Dr. Christian Klein, Pfarrer der evangelischen Kirchengemeinde, streitet die in dem offenen Brief erhobenen Zuweisungen nicht ab. Warum aber dennoch am Namen des Gemeindezentrums festzuhalten sei, schildert der Geistliche in einer Stellungnahme.
„Da ist keiner, der (vollkommen) gerecht ist - auch nicht einer! (Röm 3, 10) – dieses Bibelzitat stellt Pfarrer Christian Klein seiner Stellungnahme voran, die er zu dem offenen Brief verfasst hat. Zudem schreibt er: „In der Evangelischen Kirche gibt es keine Heiligen. Und das aus gutem Grund. Wir wissen, dass bei jedem Menschen Gutes und Schlechtes zu finden ist, jeder hat Licht- und Schattenseiten.
Was wir haben, sind Menschen, an die wir uns erinnern, weil sie in einer bestimmten Situation beispielhaft gehandelt haben. Dazu gehört auch Martin Luther. Seine Worte auf dem Wormser Reichstag sind beispielhaft für Zivilcourage und beenden geistesgeschichtlich das Mittelalter, weil sie das Individuum und seine Gewissenshaltung ins Zentrum rücken.

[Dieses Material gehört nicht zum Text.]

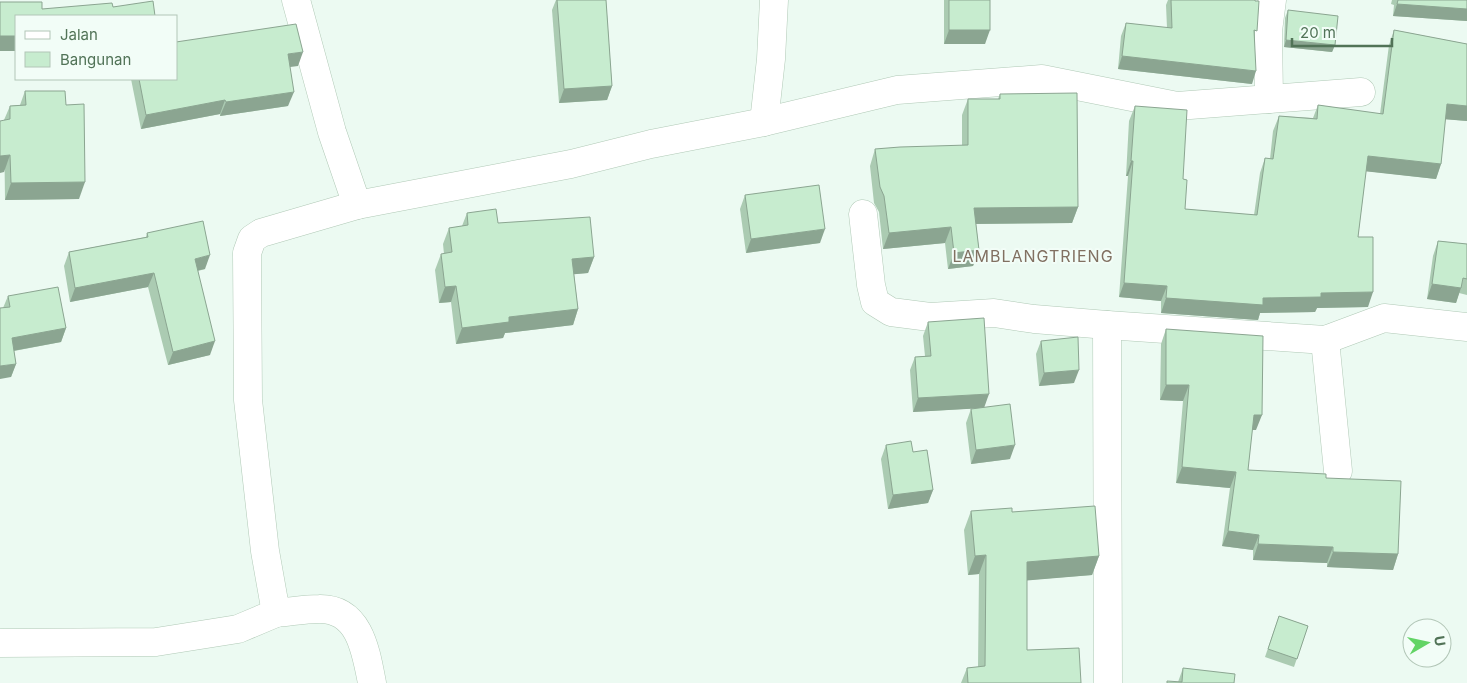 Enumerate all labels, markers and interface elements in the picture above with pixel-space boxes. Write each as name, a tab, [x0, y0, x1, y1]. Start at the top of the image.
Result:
legend	[15, 15, 178, 80]
scale bar	[1292, 15, 1392, 47]
text: 20 m	[1300, 23, 1336, 42]
text: Jalan	[60, 25, 98, 44]
text: Bangunan	[60, 50, 131, 69]
district label: LAMBLANGTRIENG	[952, 246, 1114, 266]
north arrow	[1402, 618, 1452, 668]
text: U	[1431, 634, 1450, 647]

,Wenn ich nicht durch Schriftzeugnisse oder einen klaren Grund widerlegt werde - derweil allein dem Papst und den Konzilen glaube ich nicht, da es feststeht, dass sie häufig geirrt und sich auch selbst widersprochen haben -, so bin ich durch die von mir angeführten Schriftworte bezwungen. Und solange mein Gewissen durch die Worte Gottes gefangen ist, kann und will ich nichts widerrufen, weil es unsicher ist und die Seligkeit bedroht, etwas gegen das Gewissen zu tun. [Hier steh’ ich, ich kann nicht anders.] Gott helfe mir. Amen.’
Wenn die Evangelische Kirchengemeinde Wickede ihr Gemeindehaus nach diesem Mann benennt, dann tut sie das im Wissen, dass von ihm auch Aussagen stammen, die man heute nicht wiederholen würde - ja, gegen die man sich sogar deutlich stellen muss.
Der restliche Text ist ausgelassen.